Heron Island, Great Barrier Reef, Australia

Saturday, 19 November 2011

Subtitles

There's a small flurry of excitement about the launch of the new series of the Danish crime series The Killing ("this time, she's got a new jumper!").

Apart from the whole question of why we enjoy watching so much misery played out, I'm struck by the commissioners' anxiety about the acceptability of subtitles. I'm wondering how many people have to use them even for English-language films and programmes, now that a naturalistic sound ambience and styles of acting and [in]articulation can make it difficult to make out what someone's saying. I had to use them all the time for The Wire, and even occasionally for homegrown drama. (And no, it's not my ears: try listening to any replays of old programmes made in dead studio sound, or to His Girl Friday, of 1939, and see how they still manage to get the dialogue across, the faster and more manic it gets towards the end).

If there's a problem with subtitles, it's when you do have some knowledge of the original language, but not quite enough to keep up, especially if it's full of slang delivered at speed - as for example in Spiral (Engrenages in the original French), which also filled the same "cult" slot on BBC4.
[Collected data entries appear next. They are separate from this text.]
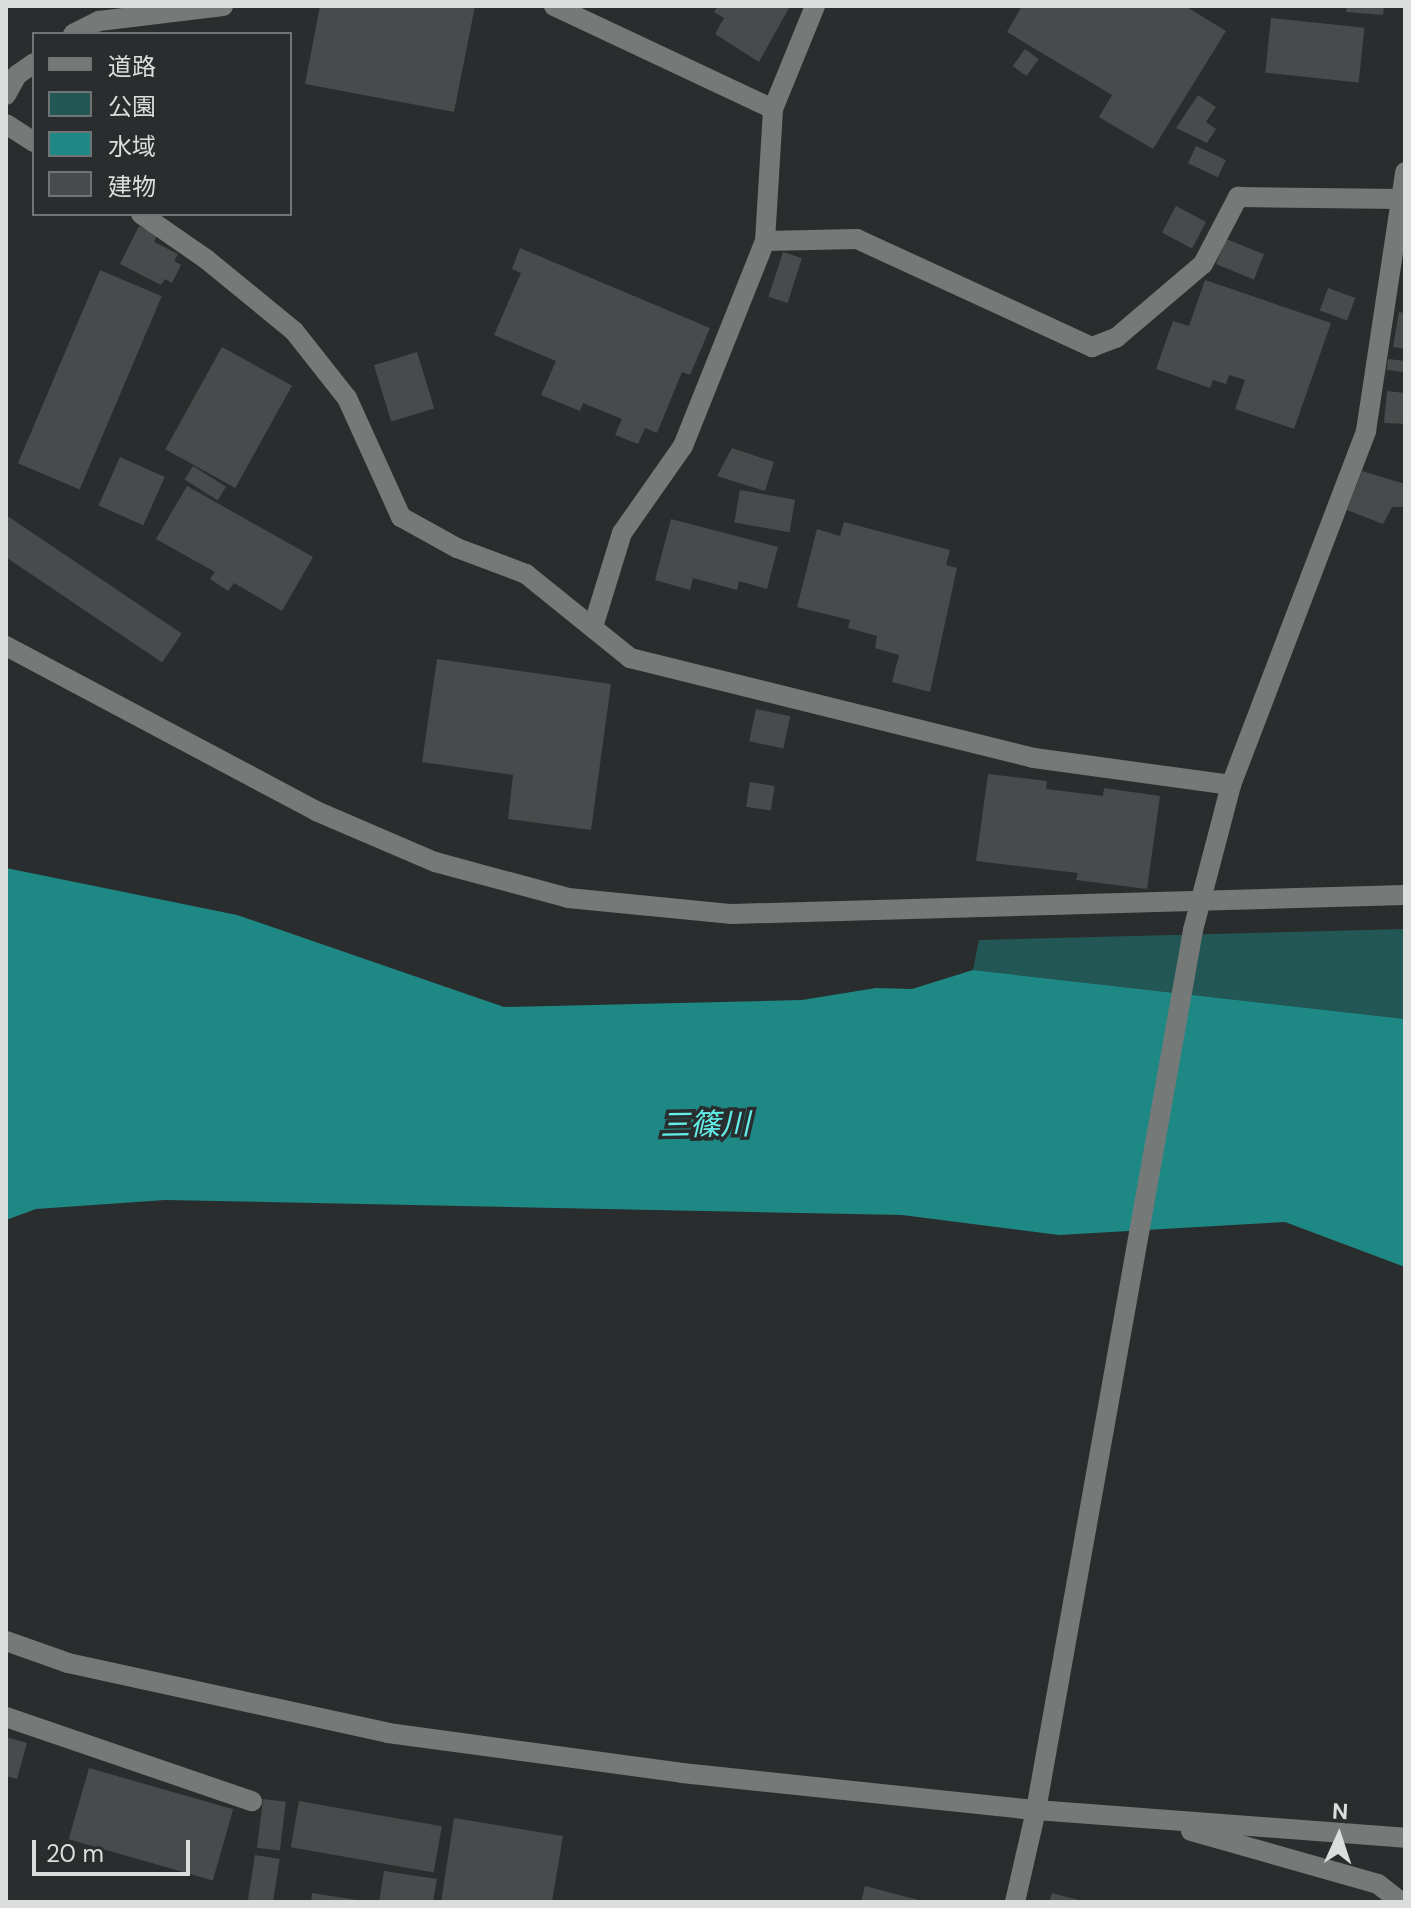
<!DOCTYPE html>
<meta charset="utf-8">
<style>
body{margin:0}
#map{position:relative;width:1411px;height:1908px;overflow:hidden;background:#2a2d2d;font-family:"DM Sans","Noto Sans JP",sans-serif}
div>[style]{position:absolute}
.green>*{inset:0;background:#235755}
.water>*{inset:0;background:#1e8885}
.building>*{inset:0;background:#484b4b;transform-origin:0 0}
.minor>*{height:20px;margin:-10px;padding:0 10px;transform-origin:10px;border-radius:10px;background:#757978}
span{translate:-50% -50%;white-space:nowrap;text-align:center;line-height:1.15;-webkit-text-stroke:7px #2a2d2d;paint-order:stroke}
.water-label{font-size:30px;color:#62ede8;font-style:italic}
.frame{position:absolute;inset:0;border:8px solid #dcdede;pointer-events:none}
.legend{position:absolute;left:32px;top:32px;width:260px;height:184px;box-sizing:border-box;background:#2a2d2d;border:2px solid #717474;margin:0;padding:10px 14px;list-style:none;font-size:24px;color:#dcdede}
.legend li{display:flex;align-items:center;gap:16px;height:40px}
.legend b{width:40px;border:2px solid #717474}
.north{position:absolute;left:1299px;top:1796px;width:80px;height:80px;-webkit-text-stroke:6px #2a2d2d;paint-order:stroke;rotate:3deg;font-size:22px;font-weight:700;line-height:32px;text-align:center;color:#dcdede}
.north::after{content:'';display:block;margin:auto;width:28px;height:36px;background:#dcdede;clip-path:polygon(50% 0,100% 100%,50% 72%,0 100%)}
.scale{position:absolute;left:32px;top:1840px;width:158px;height:36px;box-sizing:border-box;border:4px solid #dcdede;border-top:0;padding-left:10px;font-size:24px;line-height:28px;white-space:nowrap;color:#dcdede;-webkit-text-stroke:6px #2a2d2d;paint-order:stroke}
</style>
<div id="map">
<div class="green">
<i style="clip-path:polygon(1405px 929px,1405px 1019px,973px 970px,979px 940px)"></i>
</div>
<div class="water">
<i style="clip-path:polygon(6px 868px,237px 915px,504px 1007px,802px 1000px,876px 988px,912px 989px,973px 970px,1405px 1019px,1405px 1267px,1285px 1222px,1059px 1235px,902px 1215px,165px 1200px,36px 1209px,6px 1220px)"></i>
</div>
<div class="building">
<i style="clip-path:polygon(320px 6px,475px 6px,454px 112px,305px 84px)"></i>
<i style="clip-path:polygon(718px 6px,790px 6px,759px 62px,715px 34px,724px 18px,714px 12px)"></i>
<i style="clip-path:polygon(1022px 6px,1185px 6px,1226px 31px,1153px 149px,1099px 117px,1112px 95px,1007px 32px)"></i>
<i style="clip-path:polygon(1347px 6px,1384px 6px,1383px 15px,1346px 12px)"></i>
<i style="left:1271px;top:18px;width:94px;height:55px;rotate:6deg"></i>
<i style="left:1025px;top:49px;width:17px;height:21px;rotate:36deg"></i>
<i style="clip-path:polygon(1198px 95px,1216px 107px,1206px 122px,1216px 129px,1207px 143px,1176px 128px)"></i>
<i style="left:1196px;top:146px;width:33px;height:19px;rotate:25deg"></i>
<i style="left:1176px;top:206px;width:34px;height:30px;rotate:28deg"></i>
<i style="clip-path:polygon(139px 226px,157px 235px,154px 242px,178px 254px,174px 261px,181px 265px,172px 283px,165px 279px,161px 285px,120px 264px)"></i>
<i style="left:1226px;top:239px;width:41px;height:27px;rotate:22deg"></i>
<i style="clip-path:polygon(520px 248px,710px 328px,690px 375px,682px 372px,657px 433px,645px 428px,638px 444px,615px 435px,622px 419px,583px 403px,580px 411px,541px 395px,556px 361px,494px 335px,521px 273px,512px 269px)"></i>
<i style="left:783px;top:252px;width:20px;height:47px;rotate:18deg"></i>
<i style="left:100px;top:270px;width:67px;height:210px;rotate:23deg"></i>
<i style="clip-path:polygon(1205px 280px,1331px 323px,1294px 429px,1235px 409px,1245px 380px,1229px 375px,1226px 384px,1213px 380px,1210px 388px,1156px 369px,1173px 321px,1189px 326px)"></i>
<i style="left:1328px;top:288px;width:29px;height:24px;rotate:20deg"></i>
<i style="clip-path:polygon(1399px 312px,1405px 313px,1405px 349px,1393px 347px)"></i>
<i style="left:222px;top:347px;width:80px;height:117px;rotate:29deg"></i>
<i style="left:417px;top:352px;width:59px;height:45px;rotate:73deg"></i>
<i style="left:1388px;top:359px;width:17px;height:11px;rotate:7deg"></i>
<i style="clip-path:polygon(1387px 391px,1405px 393px,1405px 424px,1384px 423px)"></i>
<i style="clip-path:polygon(732px 448px,774px 462px,765px 491px,717px 476px)"></i>
<i style="left:120px;top:457px;width:49px;height:53px;rotate:24deg"></i>
<i style="left:193px;top:466px;width:39px;height:16px;rotate:32deg"></i>
<i style="clip-path:polygon(1362px 471px,1405px 484px,1405px 507px,1392px 507px,1383px 524px,1347px 510px)"></i>
<i style="clip-path:polygon(187px 486px,313px 557px,282px 611px,234px 583px,228px 591px,210px 579px,215px 572px,156px 539px)"></i>
<i style="left:740px;top:490px;width:56px;height:33px;rotate:10deg"></i>
<i style="left:6px;top:515px;width:212px;height:35px;rotate:34deg"></i>
<i style="clip-path:polygon(671px 519px,778px 547px,767px 589px,739px 581px,737px 590px,693px 578px,690px 590px,655px 580px)"></i>
<i style="clip-path:polygon(844px 522px,950px 550px,946px 565px,957px 568px,930px 692px,892px 682px,899px 655px,875px 648px,877px 636px,848px 628px,850px 620px,797px 607px,817px 529px,840px 536px)"></i>
<i style="clip-path:polygon(437px 659px,611px 684px,591px 830px,508px 819px,513px 775px,422px 762px)"></i>
<i style="left:756px;top:709px;width:35px;height:33px;rotate:12deg"></i>
<i style="clip-path:polygon(988px 774px,1047px 781px,1046px 789px,1103px 796px,1104px 788px,1160px 796px,1147px 889px,1076px 880px,1078px 873px,976px 861px)"></i>
<i style="left:750px;top:782px;width:25px;height:25px;rotate:9deg"></i>
<i style="clip-path:polygon(6px 1737px,27px 1743px,17px 1779px,6px 1776px)"></i>
<i style="left:89px;top:1768px;width:150px;height:74px;rotate:16deg"></i>
<i style="left:263px;top:1799px;width:23px;height:49px;rotate:7deg"></i>
<i style="left:299px;top:1801px;width:145px;height:47px;rotate:10deg"></i>
<i style="clip-path:polygon(454px 1818px,563px 1836px,552px 1902px,441px 1902px)"></i>
<i style="left:255px;top:1855px;width:25px;height:45px;rotate:9deg"></i>
<i style="clip-path:polygon(384px 1871px,437px 1879px,433px 1902px,379px 1902px)"></i>
<i style="clip-path:polygon(865px 1886px,922px 1901px,922px 1902px,861px 1902px)"></i>
<i style="clip-path:polygon(312px 1893px,357px 1900px,357px 1902px,311px 1902px)"></i>
<i style="clip-path:polygon(1052px 1893px,1082px 1901px,1082px 1902px,1049px 1902px)"></i>
</div>
<div class="minor">
<i style="left:554px;top:6px;width:242px;rotate:25.2deg"></i>
<i style="left:73px;top:34px;width:29px;rotate:-27deg"></i>
<i style="left:99px;top:21px;width:125px;rotate:-6.9deg"></i>
<i style="left:6px;top:95px;width:23px;rotate:-61deg"></i>
<i style="left:17px;top:75px;width:21px;rotate:-35deg"></i>
<i style="left:6px;top:124px;width:33px;rotate:33deg"></i>
<i style="left:141px;top:214px;width:79px;rotate:34.7deg"></i>
<i style="left:206px;top:259px;width:114px;rotate:39.3deg"></i>
<i style="left:294px;top:331px;width:85px;rotate:51.7deg"></i>
<i style="left:347px;top:398px;width:131px;rotate:65.6deg"></i>
<i style="left:401px;top:517px;width:64px;rotate:29deg"></i>
<i style="left:457px;top:548px;width:74px;rotate:20.6deg"></i>
<i style="left:526px;top:574px;width:134px;rotate:38.9deg"></i>
<i style="left:630px;top:658px;width:416px;rotate:13.9deg"></i>
<i style="left:1034px;top:758px;width:199px;rotate:7.8deg"></i>
<i style="left:765px;top:241px;width:92px;rotate:-1.2deg"></i>
<i style="left:857px;top:239px;width:259px;rotate:24.7deg"></i>
<i style="left:1092px;top:347px;width:26px;rotate:-21deg"></i>
<i style="left:1116px;top:338px;width:114px;rotate:-40.4deg"></i>
<i style="left:1203px;top:264px;width:76px;rotate:-62.4deg"></i>
<i style="left:1238px;top:197px;width:163px;rotate:0.7deg"></i>
<i style="left:593px;top:627px;width:98px;rotate:-72.9deg"></i>
<i style="left:622px;top:533px;width:106px;rotate:-55deg"></i>
<i style="left:683px;top:446px;width:221px;rotate:-68.2deg"></i>
<i style="left:765px;top:241px;width:132px;rotate:-86.5deg"></i>
<i style="left:773px;top:109px;width:111px;rotate:-67.8deg"></i>
<i style="left:6px;top:646px;width:351px;rotate:28deg"></i>
<i style="left:316px;top:811px;width:129px;rotate:23.2deg"></i>
<i style="left:435px;top:862px;width:138px;rotate:15.1deg"></i>
<i style="left:568px;top:898px;width:165px;rotate:5.6deg"></i>
<i style="left:732px;top:914px;width:673px;rotate:-1.62deg"></i>
<i style="left:6px;top:1641px;width:66px;rotate:19.5deg"></i>
<i style="left:68px;top:1663px;width:328px;rotate:12.3deg"></i>
<i style="left:388px;top:1733px;width:297px;rotate:7.7deg"></i>
<i style="left:682px;top:1773px;width:356px;rotate:6deg"></i>
<i style="left:1036px;top:1810px;width:370px;rotate:4.3deg"></i>
<i style="left:6px;top:1717px;width:260px;rotate:18.9deg"></i>
<i style="left:1191px;top:1831px;width:194px;rotate:15.8deg"></i>
<i style="left:1378px;top:1884px;width:29px;rotate:38deg"></i>
<i style="left:1015px;top:1902px;width:94px;rotate:-77.1deg"></i>
<i style="left:1036px;top:1810px;width:894px;rotate:-79.88deg"></i>
<i style="left:1193px;top:930px;width:150px;rotate:-75.3deg"></i>
<i style="left:1231px;top:785px;width:379px;rotate:-69.1deg"></i>
<i style="left:1366px;top:431px;width:262px;rotate:-81.4deg"></i>
</div>
<div class="water-label">
<span style="left:705px;top:1125px;rotate:-1deg">三篠川</span>
</div>
<div class="frame"></div>
<ul class="legend">
<li><b style="height:10px;background:#757978"></b>道路</li>
<li><b style="height:22px;background:#235755"></b>公園</li>
<li><b style="height:22px;background:#1e8885"></b>水域</li>
<li><b style="height:22px;background:#484b4b"></b>建物</li>
</ul>
<div class="north">N</div>
<div class="scale">20 m</div>
</div>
I'm forever trying to translate back from what I'm reading to what I've heard, which tends to distract from following the plot, even if it does add to my knowledge of French police procedure and criminal jargon (let's hope there's no need for that to come in handy next time I go). Even in other languages, there's a temptation to pick out odd bits and pieces: the way Sarah Lund referred to her CV left me wondering whether what we think of in English as "estuary" vowels might actually be a relic of the Angles and Vikings all those centuries ago.